At first glance, this plan seems uncontroversial because consent is a recognized exception to the warrant requirement.(6) Although many public housing residents strongly support the plan,(7) not all do. Lease consents impose a harsh condition on public housing leases that is unrelated to the normal criteria for public housing eligibility, such as one's income level. The plan thereby prevents otherwise eligible individuals from receiving public housing merely because of their refusal to waive one of their constitutional rights.
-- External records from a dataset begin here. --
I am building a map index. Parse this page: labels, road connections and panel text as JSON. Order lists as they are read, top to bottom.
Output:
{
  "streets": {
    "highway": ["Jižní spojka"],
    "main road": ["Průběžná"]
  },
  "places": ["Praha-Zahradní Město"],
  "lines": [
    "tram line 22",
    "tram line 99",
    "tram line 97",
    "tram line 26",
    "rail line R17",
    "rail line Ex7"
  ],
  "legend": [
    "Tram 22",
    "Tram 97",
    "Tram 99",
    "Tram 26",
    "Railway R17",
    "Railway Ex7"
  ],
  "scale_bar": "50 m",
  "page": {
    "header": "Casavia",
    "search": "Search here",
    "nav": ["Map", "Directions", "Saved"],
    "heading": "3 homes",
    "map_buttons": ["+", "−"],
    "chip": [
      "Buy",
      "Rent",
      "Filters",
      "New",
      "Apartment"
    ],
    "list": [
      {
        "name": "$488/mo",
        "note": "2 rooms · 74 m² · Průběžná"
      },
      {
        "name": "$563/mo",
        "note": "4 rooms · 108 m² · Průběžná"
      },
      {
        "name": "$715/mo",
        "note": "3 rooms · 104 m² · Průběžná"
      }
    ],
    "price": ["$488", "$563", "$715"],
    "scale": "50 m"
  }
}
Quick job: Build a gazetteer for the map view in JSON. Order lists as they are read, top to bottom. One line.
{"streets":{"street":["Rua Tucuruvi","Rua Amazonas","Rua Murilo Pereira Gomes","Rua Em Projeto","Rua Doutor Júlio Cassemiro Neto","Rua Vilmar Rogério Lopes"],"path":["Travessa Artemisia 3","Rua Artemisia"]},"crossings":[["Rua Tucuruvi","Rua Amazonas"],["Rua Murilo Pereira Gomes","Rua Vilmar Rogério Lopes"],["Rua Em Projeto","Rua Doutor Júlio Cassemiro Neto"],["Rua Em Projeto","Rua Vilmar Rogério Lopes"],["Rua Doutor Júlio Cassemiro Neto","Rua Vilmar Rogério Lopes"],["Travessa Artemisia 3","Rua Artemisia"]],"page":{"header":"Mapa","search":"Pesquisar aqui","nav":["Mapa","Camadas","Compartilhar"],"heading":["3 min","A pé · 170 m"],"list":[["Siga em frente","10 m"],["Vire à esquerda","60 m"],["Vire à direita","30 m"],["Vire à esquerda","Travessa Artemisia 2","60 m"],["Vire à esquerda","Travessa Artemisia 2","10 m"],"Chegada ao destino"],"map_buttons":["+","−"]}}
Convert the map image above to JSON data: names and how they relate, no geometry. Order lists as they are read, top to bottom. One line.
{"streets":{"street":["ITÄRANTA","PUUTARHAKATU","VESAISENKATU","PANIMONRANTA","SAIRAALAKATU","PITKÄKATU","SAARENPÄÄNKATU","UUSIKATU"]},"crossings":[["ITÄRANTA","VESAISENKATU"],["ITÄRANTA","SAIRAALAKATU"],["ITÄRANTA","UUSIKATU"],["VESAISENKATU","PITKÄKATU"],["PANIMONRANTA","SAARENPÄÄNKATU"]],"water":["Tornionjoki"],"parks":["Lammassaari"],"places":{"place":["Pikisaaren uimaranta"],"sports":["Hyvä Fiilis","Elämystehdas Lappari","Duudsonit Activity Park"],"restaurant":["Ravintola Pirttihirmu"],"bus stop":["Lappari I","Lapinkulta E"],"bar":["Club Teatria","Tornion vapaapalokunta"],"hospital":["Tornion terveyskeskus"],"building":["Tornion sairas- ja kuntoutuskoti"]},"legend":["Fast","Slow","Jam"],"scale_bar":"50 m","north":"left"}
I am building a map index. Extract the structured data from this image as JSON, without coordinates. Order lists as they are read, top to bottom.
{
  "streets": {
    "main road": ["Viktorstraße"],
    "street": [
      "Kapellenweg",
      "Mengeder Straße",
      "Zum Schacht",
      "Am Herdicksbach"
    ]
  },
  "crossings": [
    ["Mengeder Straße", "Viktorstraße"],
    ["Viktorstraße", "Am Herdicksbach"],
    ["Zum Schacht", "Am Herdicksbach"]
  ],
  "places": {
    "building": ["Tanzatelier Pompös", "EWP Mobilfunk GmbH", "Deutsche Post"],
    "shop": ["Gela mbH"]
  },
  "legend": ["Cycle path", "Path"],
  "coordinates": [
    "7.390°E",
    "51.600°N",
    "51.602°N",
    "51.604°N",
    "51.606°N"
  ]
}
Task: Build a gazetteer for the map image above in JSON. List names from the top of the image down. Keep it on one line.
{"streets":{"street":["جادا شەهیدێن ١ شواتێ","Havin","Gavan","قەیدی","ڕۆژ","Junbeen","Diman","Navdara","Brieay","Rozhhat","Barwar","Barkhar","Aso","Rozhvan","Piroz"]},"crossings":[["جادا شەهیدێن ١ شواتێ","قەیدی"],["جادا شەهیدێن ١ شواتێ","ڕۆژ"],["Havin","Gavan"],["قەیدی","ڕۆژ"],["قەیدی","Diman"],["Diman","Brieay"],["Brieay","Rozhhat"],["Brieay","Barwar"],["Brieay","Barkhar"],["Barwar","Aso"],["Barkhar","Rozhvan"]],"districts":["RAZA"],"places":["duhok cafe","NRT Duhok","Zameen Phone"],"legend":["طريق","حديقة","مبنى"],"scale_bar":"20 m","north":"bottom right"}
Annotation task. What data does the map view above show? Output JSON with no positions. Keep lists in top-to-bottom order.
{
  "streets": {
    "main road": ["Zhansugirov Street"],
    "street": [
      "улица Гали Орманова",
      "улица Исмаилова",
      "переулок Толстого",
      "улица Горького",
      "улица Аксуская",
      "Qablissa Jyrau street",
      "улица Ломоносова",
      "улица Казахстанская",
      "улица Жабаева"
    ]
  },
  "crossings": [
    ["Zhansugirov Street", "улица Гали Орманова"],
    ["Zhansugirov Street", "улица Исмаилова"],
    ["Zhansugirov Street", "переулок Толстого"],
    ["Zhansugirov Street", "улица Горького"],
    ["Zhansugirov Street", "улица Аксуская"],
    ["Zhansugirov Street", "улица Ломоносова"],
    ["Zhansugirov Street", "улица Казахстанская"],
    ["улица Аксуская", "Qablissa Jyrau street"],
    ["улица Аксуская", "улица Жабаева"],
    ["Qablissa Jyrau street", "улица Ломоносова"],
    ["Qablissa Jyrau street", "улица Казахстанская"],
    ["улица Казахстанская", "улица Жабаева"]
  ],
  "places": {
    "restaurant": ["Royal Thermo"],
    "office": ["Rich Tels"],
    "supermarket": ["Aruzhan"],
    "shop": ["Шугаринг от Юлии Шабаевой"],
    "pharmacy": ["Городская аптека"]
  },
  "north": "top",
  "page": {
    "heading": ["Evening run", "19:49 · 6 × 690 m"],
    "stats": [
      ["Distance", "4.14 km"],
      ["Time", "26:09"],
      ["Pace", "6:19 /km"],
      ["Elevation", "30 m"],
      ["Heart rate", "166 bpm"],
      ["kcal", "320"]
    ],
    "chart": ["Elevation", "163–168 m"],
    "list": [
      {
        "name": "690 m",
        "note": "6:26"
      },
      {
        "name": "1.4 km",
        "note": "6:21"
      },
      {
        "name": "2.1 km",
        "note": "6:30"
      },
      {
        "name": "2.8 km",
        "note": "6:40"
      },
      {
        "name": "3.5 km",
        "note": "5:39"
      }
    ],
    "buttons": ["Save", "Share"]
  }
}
Law enforcement efforts should not operate at the expense of these residents' constitutional rights. A HUD survey demonstrates this point well.(8) While seventy percent of the surveyed residents said that police sweeps would make the housing developments more secure, the majority expressed concern that the sweeps not infringe the rights of innocent, law-abiding residents.(9) In addition, the majority believed that job and skills training and educational opportunities would help reduce crime,(10) and an even greater number thought that after-school programs would help keep youths out of gangs.(11)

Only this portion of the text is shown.